Task directions –
Nothing but a number is wanted here: the count of lines in the data holding the word "nowrap".

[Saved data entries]
•••••

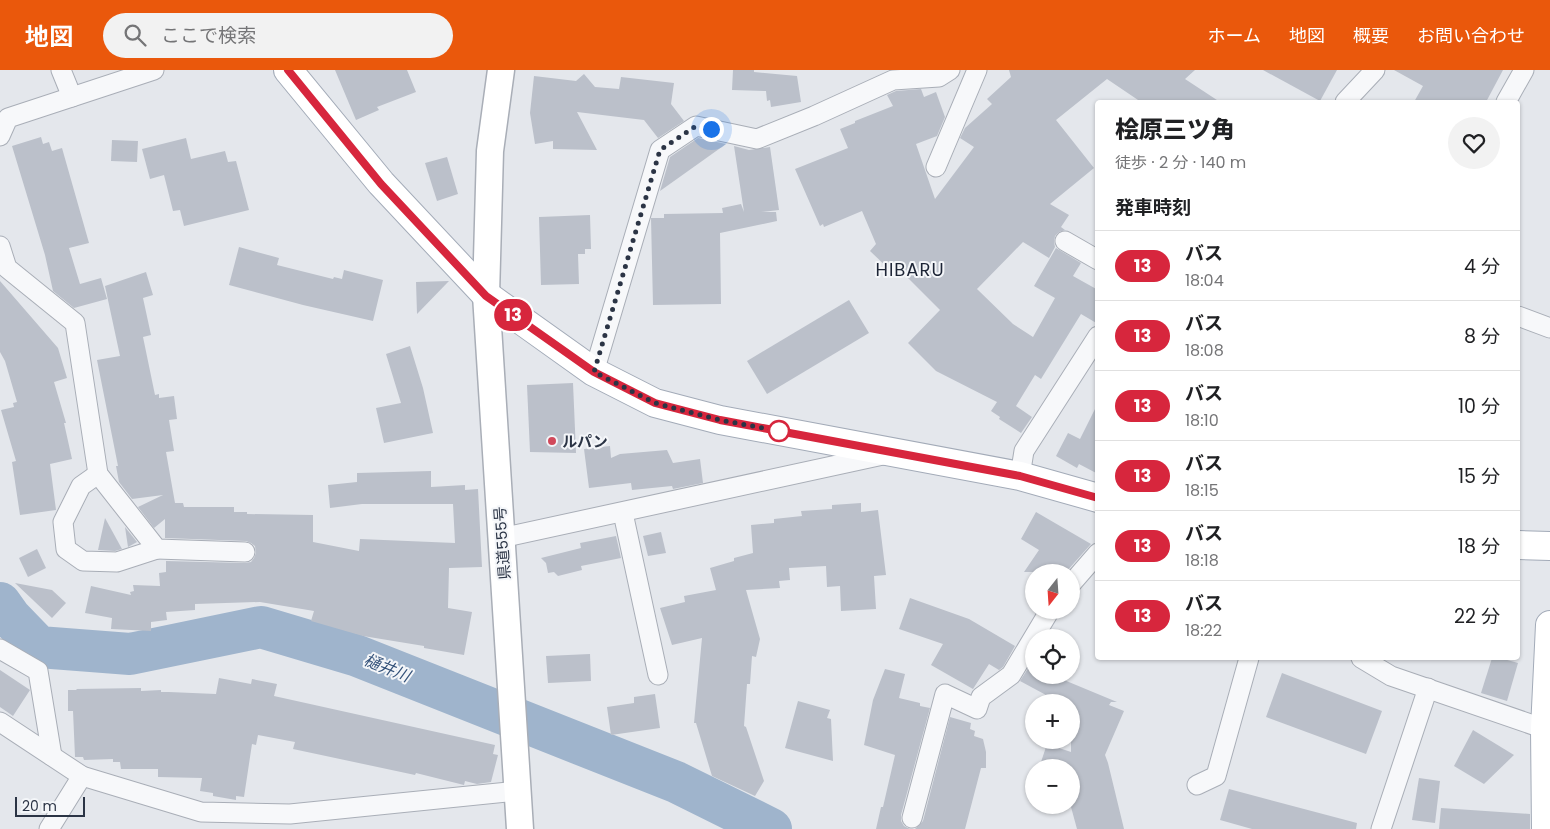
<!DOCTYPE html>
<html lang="ja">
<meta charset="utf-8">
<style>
:root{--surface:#fff;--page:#f2f2f2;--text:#202124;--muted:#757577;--line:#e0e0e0;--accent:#ea580c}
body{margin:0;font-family:Poppins,"Noto Sans JP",sans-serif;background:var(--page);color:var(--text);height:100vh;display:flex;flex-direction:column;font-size:19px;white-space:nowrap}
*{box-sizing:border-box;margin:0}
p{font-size:16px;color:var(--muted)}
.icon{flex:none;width:28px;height:28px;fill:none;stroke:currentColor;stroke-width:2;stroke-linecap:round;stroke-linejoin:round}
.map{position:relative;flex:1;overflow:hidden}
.side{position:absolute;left:1095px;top:30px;width:425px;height:560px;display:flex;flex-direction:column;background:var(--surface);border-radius:5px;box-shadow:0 1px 4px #0004}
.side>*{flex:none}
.badge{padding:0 10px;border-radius:16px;font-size:18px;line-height:32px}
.needle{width:32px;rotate:197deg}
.tools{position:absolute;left:1025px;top:494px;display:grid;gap:10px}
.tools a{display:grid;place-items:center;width:55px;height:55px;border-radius:50%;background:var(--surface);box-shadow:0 1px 4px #0004;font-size:25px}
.scale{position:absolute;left:15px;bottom:12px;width:70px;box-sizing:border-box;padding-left:5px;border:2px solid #2b3445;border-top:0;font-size:14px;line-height:18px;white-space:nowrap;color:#2b3445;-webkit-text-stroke:4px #f4f6f9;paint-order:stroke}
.you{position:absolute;width:25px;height:25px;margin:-12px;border:4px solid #fff;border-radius:50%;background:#1a73e8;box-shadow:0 0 0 8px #1a73e833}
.map>.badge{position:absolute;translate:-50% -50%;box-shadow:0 0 0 2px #fff}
h2{padding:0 20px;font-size:19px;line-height:45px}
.round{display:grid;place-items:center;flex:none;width:52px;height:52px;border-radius:26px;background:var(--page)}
.head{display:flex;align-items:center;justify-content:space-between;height:85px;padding:0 20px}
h1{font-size:24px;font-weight:800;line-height:38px}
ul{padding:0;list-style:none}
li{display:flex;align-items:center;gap:15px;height:70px;padding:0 20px;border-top:1px solid var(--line)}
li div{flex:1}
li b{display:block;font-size:19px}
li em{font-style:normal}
li .badge{min-width:55px;font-weight:700;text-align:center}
header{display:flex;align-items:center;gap:30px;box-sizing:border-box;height:70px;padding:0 25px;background:var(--accent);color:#fff}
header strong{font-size:24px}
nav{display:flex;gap:28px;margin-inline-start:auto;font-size:18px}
.search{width:350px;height:45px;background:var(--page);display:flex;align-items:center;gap:12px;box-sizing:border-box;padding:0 18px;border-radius:28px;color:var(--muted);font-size:19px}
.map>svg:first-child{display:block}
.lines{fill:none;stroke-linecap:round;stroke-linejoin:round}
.river{stroke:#9fb4cc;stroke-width:42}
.building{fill:#bbc0ca}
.street-casing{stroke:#a9aeb7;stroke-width:21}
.secondary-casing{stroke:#a9aeb7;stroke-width:29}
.primary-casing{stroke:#a3abb8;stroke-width:30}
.street{stroke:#f7f8fa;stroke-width:19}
.secondary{stroke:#fff;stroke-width:26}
.primary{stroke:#fff;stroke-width:28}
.line-casing{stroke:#fff;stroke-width:11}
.line{stroke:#d7263d;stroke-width:8}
.walk{stroke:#2b3445;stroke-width:5;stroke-dasharray:0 9}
.stop-dot{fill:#fff;stroke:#d7263d;stroke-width:2.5}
.poi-dot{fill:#d1495b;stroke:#f4f6f9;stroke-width:2}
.labels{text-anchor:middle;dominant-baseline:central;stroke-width:4;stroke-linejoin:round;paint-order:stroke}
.poi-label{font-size:15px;font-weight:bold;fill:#2b3445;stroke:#f4f6f9;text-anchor:start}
.street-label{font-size:15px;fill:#2b3445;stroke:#f4f6f9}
.water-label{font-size:16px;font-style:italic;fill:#34527a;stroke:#f4f6f9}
.quarter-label{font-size:18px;letter-spacing:1px;fill:#1d2536;stroke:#f4f6f9}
</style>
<header>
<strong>地図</strong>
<div class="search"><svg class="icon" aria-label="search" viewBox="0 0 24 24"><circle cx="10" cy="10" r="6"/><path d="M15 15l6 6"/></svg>ここで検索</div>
<nav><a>ホーム</a><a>地図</a><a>概要</a><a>お問い合わせ</a></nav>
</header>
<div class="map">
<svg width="1550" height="759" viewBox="0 0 1550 759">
<rect width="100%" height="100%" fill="#e4e7ec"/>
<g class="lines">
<path class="river" d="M0,533L10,547L39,577L130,584L261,557L355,585L676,712L771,759"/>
</g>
<g class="building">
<path d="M335,0H407L416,22L377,37L379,40L356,50Z"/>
<path d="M733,0H754V2L797,6L801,32L771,37L770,30L767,31L766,21L732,20Z"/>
<path d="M1009,0H1195L1185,9L1220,32H1141L1107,9L1056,50L1094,98L1050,134L1069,145L1061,157L1065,160L1059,162L1055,166L1054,172L1055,177L1049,188L1023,172L977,219L1013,254L1033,267L1055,228L1034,216L1056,178L1081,193L1073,206L1098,220V254L1081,244L1041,309L1035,305L1016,336L1032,347L1021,363L999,349L1000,347L991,341L997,332L936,301L908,273L940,240L896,196L891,201L870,181L876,174L862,141L824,157L823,154L820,156L795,99L848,78L840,59L855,53V51L893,36L887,25L896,21L921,19L924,27L936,22L945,47L937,66L916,74L935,129L974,77L960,68L965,58L992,34L987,29L1011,7Z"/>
<path d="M1263,0H1337L1320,31Z"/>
<path d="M1394,0H1503L1486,32H1414L1423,16Z"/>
<path d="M584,4L595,17L619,19L621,7L674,13L671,34L684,51L658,68L644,50L577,42L597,80L553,79V71L535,74L530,43L534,6L576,11Z"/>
<path d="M41,67L43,74L49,72L52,81L62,78L89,173L69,178L80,214L101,208L107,229L74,238L53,221L45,185L12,76Z"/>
<path d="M186,68L191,89L225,81L228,92L236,91L249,140L184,156L180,140L173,141L164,105L150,109L142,79Z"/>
<path d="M698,68L726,74L660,121L670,87Z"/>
<path d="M112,70L138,71L137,92L111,91Z"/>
<path d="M734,76L749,80L770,77L779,140L761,142H776L777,151L720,163L721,234L653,235L651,148H664V144L723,143L722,138L741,134L744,142Z"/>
<path d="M447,87L458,124L437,131L425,93Z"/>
<path d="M590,145L591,179H585V184H578L579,214L541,215L539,147Z"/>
<path d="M239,177L279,188L277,195L333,209L334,207L342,209L344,200L383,210L373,251L303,235L229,215Z"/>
<path d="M146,202L153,225L143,228L151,265L143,267L155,325L159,324V328L174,326L177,349L169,350L174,381L166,382L175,433H183L184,437H234V442H247V444L313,445V472L359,481L360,469L455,473L453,434H362L330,438L328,415L357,412V403L431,401V417L465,415V420L478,419L482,497L449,498L448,538L472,542L464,585L424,578V576L363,566L311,551L314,541L260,532L195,534V540L166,542L167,550L151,552V561L111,559L112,548L85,543L91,516L131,525L130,522L134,521L133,515L160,516L159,503L166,502V491L245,493L251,492L254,488L256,483L255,476L251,473L246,471L165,468V449L154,458L138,437L163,425L132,429L119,412L116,396H118L97,290L120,286L105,216Z"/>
<path d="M0,211L58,278L67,308L54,312L66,353H64L72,389L50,394L56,440L20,445L12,392L16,391L1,340L14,337L13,333L17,332L5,291L0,282Z"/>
<path d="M449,211L417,244L416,212Z"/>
<path d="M849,230L869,263L767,324L747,291Z"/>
<path d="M410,276L423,318L433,363L384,373L376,338L401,333L386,284Z"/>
<path d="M573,313L576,383L530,382L527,315Z"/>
<path d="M1098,333V404L1079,394L1077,398L1056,386L1068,363L1080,369Z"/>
<path d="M610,376L611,388L620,384L667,380L673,393L700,389L703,413L673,419L672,416L632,420L631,413L589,418L584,379Z"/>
<path d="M861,433V442L878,440L886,505L874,506L876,539L841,541L840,516L827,517L826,496L789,498L790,510L779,511L780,518L746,520L760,569L756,587L752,586L750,614H747L744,656L746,657L764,711L755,726L712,706L696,653H694L702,568L672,575L660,538L685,532L684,526L716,520L710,498L734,491V488L753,483L751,455L774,453V449L802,446L801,441L832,439V435Z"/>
<path d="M1036,442L1091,474L1066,502H1024L1039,480L1021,469Z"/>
<path d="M105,448L122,479L115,481L98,480Z"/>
<path d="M125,457L137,472L128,477Z"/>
<path d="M661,462L666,483L648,486L643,466Z"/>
<path d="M616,466L621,488L581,496L582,500L558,506L554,502L548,503L546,493L541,488L581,478L580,473Z"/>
<path d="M37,479L46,498L28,507L19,488Z"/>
<path d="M15,513L52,520L66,533L52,548Z"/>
<path d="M910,528L969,549L1015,576L1003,597L999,600L989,594L973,619L931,595L943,574L899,559Z"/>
<path d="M590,584L591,611L548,613L546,586Z"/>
<path d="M1492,588H1500L1518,593L1507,631L1481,623Z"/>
<path d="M1034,589V605H1067L1064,610L1117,632H1111L1109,635L1124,641L1105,685L1108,693L1124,759H1077L1071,737V698H1039L1047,674L1071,682V632H1059L1020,611Z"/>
<path d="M885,599L905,604L899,628L920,633V636L930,638L901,745V751L904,756L910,759H915L923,751L950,647L971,653L970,659L975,661L974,666L983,669L986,682V698H981L965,759H876L881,737H883L895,685L864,675L873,630Z"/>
<path d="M0,600L30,620L13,646L0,637Z"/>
<path d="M1282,603L1382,641L1366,684L1266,647Z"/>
<path d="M219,608L251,614L252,609L277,614L274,626L495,675L493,684L498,685L491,712L477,714L465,711L464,715L416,703L415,705L293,679L295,672L258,665L256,675L252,674L244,727L236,726V730L213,726V723L200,721L202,708L158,707V699H121L120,692H113V689L84,690L83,687H75L73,641H68V620H77L76,619L141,618V621L161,620V622H169L216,624Z"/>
<path d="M655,624L660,658L611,665L607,637L634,633V627Z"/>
<path d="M798,631L830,640L827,648L831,649L833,691L785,678Z"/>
<path d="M1473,660L1514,685L1484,714L1454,696Z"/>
<path d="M1419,708L1440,711L1435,753L1412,750Z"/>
<path d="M1229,719L1357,753L1356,759H1252L1220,750Z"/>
<path d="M1441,738L1530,744V759H1439Z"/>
</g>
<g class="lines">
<defs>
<g id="street">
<path d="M61,0L72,27"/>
<path d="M1345,32L1375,0"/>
<path d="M1506,32L1524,0"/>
<path d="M0,66L8,48L154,0"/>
<path d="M936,97L977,0"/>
<path d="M1065,171L1098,190"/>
<path d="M0,176L7,198L75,253L98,404L157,479L245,482"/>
<path d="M1518,246L1550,258"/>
<path d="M594,302L660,80L696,56L757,69L814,46L893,10L939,7L950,0"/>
<path d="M98,404L81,416L63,452L66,479L83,491L117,492L157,479"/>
<path d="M1020,406L1024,381L1098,266"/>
<path d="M623,443L658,605"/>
<path d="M501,468L883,385"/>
<path d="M1071,514L1098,483"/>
<path d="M0,579L38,601L52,686"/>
<path d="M1361,588L1391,606L1545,659"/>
<path d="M0,652L82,706L201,742L290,744L518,721"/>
<path d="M1197,715L1216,706L1249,588"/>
<path d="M912,748L945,624L977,639L981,627L1011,605L1050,540"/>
<path d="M49,759L82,706"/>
<path d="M1381,759L1428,618"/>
</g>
<path id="secondary" d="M501,0L490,81L486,225L520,759"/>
<g id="primary">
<path d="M288,0L381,113L486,225L594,302L655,333L720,350L1020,406L1098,428"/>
<path d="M1518,475L1550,476"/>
<path d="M1546,759L1545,659L1550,555"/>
</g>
</defs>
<use href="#street" class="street-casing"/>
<use href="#secondary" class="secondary-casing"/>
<use href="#primary" class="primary-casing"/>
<use href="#street" class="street"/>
<use href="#secondary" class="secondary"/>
<use href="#primary" class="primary"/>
</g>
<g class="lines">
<defs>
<path id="line" d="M288,0L381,114L486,226L594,302L655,333L720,350L1020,406L1098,428"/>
</defs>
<use href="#line" class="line-casing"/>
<use href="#line" class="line"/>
<path class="walk" d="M711,59L696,56L660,80L594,302L655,333L720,350L779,361"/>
</g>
<circle class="stop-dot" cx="779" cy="361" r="10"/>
<circle class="poi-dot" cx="552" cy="371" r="5"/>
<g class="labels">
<g class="poi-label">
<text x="562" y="371">ルパン</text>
</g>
<g class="street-label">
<text transform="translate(502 473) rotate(-94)">県道555号</text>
</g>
<g class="water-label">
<text transform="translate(387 598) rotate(22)">樋井川</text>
</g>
<g class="quarter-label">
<text x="910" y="199">HIBARU</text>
</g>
</g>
</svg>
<div class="tools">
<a><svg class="needle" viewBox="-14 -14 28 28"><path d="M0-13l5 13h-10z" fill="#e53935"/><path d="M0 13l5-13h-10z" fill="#757577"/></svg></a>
<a><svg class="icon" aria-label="locate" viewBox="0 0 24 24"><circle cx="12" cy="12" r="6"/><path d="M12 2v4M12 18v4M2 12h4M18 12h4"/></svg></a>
<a>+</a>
<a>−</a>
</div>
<div class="scale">20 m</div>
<div class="you" style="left:711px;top:59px"></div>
<b class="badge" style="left:513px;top:245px;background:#d7263d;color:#fff">13</b>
<section class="side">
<div class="head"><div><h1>桧原三ツ角</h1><p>徒歩 · 2 分 · 140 m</p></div><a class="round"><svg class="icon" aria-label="heart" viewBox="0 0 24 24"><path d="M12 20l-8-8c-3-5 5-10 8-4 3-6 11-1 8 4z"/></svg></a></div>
<h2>発車時刻</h2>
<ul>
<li><span class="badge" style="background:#d7263d;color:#fff">13</span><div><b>バス</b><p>18:04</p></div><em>4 分</em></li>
<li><span class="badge" style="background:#d7263d;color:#fff">13</span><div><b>バス</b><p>18:08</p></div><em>8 分</em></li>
<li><span class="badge" style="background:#d7263d;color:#fff">13</span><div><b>バス</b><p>18:10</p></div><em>10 分</em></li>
<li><span class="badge" style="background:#d7263d;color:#fff">13</span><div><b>バス</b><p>18:15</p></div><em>15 分</em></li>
<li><span class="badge" style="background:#d7263d;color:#fff">13</span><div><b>バス</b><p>18:18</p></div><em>18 分</em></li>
<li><span class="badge" style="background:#d7263d;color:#fff">13</span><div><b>バス</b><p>18:22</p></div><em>22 分</em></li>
</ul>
</section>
</div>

•••••

Answer box –
2